Chinese Architecture

Traditional Chinese architecture can be classified into four categories:
residential houses, royal palaces, recreational structures, and temples. The basic
feature of the Chinese architecture is rectangularity-shaped units of space joined
together into a whole. Their style combines rectangular shapes varying in size and
position according to importance into an organic whole. Each level is clearly
distinguished. So, these Chinese style buildings have a powerful and appealing
exterior. When people come to China the first thing that they notice is the curved
roofs, bold colors, and intricate outlines.
In Chinese architecture the main structure is the axis, and the secondary
structures are positioned at two wings on either side to form the main room and yard.
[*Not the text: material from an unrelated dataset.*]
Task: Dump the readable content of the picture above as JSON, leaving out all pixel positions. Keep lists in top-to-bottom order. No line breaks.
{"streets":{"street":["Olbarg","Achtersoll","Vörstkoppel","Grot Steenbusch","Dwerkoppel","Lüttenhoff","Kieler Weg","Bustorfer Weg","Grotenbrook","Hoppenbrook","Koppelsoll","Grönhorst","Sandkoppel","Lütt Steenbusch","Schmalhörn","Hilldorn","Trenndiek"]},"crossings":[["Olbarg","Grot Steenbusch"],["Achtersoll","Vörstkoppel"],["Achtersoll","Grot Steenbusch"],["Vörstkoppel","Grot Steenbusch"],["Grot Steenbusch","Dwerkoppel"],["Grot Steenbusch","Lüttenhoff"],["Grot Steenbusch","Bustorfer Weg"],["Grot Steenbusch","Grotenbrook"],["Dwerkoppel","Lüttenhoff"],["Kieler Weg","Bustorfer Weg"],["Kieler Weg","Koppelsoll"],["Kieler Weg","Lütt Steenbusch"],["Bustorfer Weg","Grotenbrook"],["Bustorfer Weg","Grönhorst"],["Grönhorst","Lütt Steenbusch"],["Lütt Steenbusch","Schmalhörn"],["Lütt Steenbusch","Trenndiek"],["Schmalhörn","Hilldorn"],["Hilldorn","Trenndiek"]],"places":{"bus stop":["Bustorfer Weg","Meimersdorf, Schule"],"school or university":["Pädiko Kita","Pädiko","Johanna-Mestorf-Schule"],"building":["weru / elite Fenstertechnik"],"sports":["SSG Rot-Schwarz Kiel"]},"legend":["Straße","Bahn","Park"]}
Residences, official buildings, temples, and palaces all follow these same basic
principles. Another characteristic of Chinese architecture it that they use a wooden
frame structure with pillars and beams. Wood has been a main construction product
for thousands of years. Nails are not used when building a structure, which is
different from us. Wood to the Chinese respectes life, and life is the main thing in
Chinese culture. This feature has been preserved up to the present. Builders would
apply a lacquer to the wood to preserve it. These lacquers were made in bold colors,
and this became one of the key ways to identify Chinese architecture. The highly
varied color found on a traditional Chinese building have a symbolic meaning to the
Chinese culture. People would paint dragons, flowers, birds, and landscapes on
these buildings. These are called murals that are painted onto the buildings to give it
more meaning. The Chinese would make a platform, and build the structure on the
platform. A high platform would add strength, elegance, and honor to large
buildings.
The roofs on the Chinese buildings are also very important. Roofs usually
slope down on both sides in a simple fashion. Traditional southern Chinese
residences, including those on in Taiwan, have ceramic ornamentation on the ridge
of the roof that breaks up the otherwise flowing outline of the building. The curve in
the roofs are still admired by many visitors. This is symbolic of the spirit of Chinese
culture. The building is normally straight forward, so the roof gives it a sort of
twist.
There is a large variety in architectural styles that are in Chinese temples. The
religions of the temples vary from Buddhist to Taoist to ancestral and folk religion,
but all of these share the same basic structure. In Taiwan temples are to be seen
everywhere. Temples are the islands unique cultural features. Over 5,000 of
Taiwans temples show architecture significance. Some of the famous traditional
temples in Taiwan are Lungshan Temple, Tienhou Temple, and the Chaoien
Temple. The main elements of the temples include color painting, calligraphy;
wood, stone, and clay structure; ceramics; and cut-and-paste art. By looking at
Taiwans traditional architecture we can have a better understanding of Chinas rich
folk culture.
It is believed that the Mongols made substantial contributions to the Chinese
architecture. It is now thought that the original structures of Beijing, the Mongol
capital, may have been so bad that Mongolians replaced them. The Mongolians had
emphasized mass in their buildings. The grand city plan used by the architects of
Mongol Beijing was retained and adapted by the Ming and Qing dynasties and
remains a reminder of the Yuan imperial capital. Architecture continued through
many Ming traditions. The Ming then adopted the idea of having rectangular
buildings. Ming temples often had certain details from the Song. The details they
got were there colorfully painted wooden figures that were attached to the interior of
a structure. Then the Qing emperors favored the widespread interior, lacking the
finer details.
Most of the works of Chinese architecture from between 1360 have not
survived. Many of the Chinese buildings were built out of wood. Some structures
such as the Great Wall of China, pagodas, tombs, and some bridges were constructed
of brick and stone. Chinese architecture is characterized by a graceful, overhanging
roof with turned up eaves. The roof was not supported by walls, but supported by
columns. Walls were used only to enclose the room. The roof tiles were covered
with colorful and attractive tiles. With the coming of Buddhism the only change in
Chinese architecture was the buildings of pagodas. These pagodas were built of
brick and tile. For nearly 2000 years Chinese architecture stayed almost the same.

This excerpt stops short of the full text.